The archbishop quoted Winston Churchill, who said: ''Man's control has extended over practically every sphere - except himself.''

Dr Carey said: "How can we fail to agree when we hear of a boy of 13 being tortured in Northern Ireland? Or when something like the inquiry into the Stephen Lawrence murder exposes before our reluctant gaze the ugliness of racism in our midst?

''And, of course, the darkness of evil is not limited to these islands - it extends throughout the human family and the world we inhabit."

He said Easter was about God's grace, active in forgiveness and renewing in mercy.

'Evil not limited to UK'

"The problem is, of course, that on Monday morning, tomorrow, the world will look just about the same as it did this Easter morning. Our world will still be wracked by bloodshed and conflict.

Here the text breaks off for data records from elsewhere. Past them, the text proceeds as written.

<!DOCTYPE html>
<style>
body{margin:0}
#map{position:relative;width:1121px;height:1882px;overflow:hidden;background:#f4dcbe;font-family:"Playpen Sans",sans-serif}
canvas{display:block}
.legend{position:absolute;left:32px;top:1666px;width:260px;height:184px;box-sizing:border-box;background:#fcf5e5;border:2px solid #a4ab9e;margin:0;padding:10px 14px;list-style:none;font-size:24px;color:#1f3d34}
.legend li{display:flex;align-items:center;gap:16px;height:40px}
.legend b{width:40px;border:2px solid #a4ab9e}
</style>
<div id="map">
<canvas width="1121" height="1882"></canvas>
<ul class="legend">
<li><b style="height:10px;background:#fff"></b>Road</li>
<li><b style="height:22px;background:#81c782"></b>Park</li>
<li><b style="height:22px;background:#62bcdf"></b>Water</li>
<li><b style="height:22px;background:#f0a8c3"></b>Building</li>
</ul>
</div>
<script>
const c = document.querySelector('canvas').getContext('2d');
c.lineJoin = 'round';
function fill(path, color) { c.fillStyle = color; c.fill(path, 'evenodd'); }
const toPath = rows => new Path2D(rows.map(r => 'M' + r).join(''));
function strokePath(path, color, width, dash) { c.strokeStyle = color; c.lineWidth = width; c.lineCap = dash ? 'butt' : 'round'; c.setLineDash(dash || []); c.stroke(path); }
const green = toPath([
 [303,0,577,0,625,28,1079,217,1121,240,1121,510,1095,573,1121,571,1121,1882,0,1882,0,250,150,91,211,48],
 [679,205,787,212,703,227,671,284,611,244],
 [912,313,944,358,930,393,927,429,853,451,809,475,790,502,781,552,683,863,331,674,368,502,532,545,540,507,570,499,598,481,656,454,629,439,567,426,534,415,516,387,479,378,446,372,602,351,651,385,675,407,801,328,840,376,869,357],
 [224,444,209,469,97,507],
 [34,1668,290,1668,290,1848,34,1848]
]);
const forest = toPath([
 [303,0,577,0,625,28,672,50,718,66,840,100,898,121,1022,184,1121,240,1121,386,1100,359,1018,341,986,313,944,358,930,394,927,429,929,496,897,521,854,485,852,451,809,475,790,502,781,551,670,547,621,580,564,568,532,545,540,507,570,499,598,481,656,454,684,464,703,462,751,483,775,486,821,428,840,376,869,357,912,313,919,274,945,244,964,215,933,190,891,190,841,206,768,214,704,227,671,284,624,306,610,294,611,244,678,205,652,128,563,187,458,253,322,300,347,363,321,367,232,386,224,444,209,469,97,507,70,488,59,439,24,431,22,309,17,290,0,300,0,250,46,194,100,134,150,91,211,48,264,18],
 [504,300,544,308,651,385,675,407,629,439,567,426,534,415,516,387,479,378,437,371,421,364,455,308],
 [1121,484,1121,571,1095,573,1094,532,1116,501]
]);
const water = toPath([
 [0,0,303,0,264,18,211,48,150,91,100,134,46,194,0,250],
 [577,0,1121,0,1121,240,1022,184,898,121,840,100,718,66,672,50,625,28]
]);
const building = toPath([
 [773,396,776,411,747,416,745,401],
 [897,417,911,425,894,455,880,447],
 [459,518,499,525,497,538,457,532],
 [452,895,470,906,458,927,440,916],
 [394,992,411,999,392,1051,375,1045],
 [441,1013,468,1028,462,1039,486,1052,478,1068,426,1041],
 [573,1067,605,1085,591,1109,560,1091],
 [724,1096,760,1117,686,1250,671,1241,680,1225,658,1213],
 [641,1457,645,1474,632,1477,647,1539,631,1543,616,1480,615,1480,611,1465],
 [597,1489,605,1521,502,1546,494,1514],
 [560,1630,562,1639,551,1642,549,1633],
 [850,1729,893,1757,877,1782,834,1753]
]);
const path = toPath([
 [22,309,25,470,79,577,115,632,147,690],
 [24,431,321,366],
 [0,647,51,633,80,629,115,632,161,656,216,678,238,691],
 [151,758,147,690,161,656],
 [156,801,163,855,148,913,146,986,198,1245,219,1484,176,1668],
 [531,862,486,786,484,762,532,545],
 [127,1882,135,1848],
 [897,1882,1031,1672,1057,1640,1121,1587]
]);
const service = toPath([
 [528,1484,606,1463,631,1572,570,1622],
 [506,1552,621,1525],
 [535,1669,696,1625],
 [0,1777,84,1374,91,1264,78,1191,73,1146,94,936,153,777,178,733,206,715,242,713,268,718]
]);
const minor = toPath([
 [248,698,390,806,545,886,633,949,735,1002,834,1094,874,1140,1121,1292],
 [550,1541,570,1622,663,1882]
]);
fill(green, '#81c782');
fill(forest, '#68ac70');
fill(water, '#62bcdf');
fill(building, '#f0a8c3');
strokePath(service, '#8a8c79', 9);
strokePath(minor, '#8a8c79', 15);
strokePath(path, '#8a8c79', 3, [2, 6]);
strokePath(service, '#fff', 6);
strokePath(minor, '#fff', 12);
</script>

"Today we sing our Easter anthems but tomorrow violence, poverty, homelessness, greed, hatred, oppression and injustice will continue to plague our world."

Meanwhile the Archbishop of York called for people to be generous in their donations to the aid agencies working in Yugoslavia.

In his Easter sermon at York Minster, The Most Reverend David Hope conceded that the causes of the conflict are unlikely to be resolved easily.

But he said a sustained effort was needed to bring opposing factions to the negotiating table.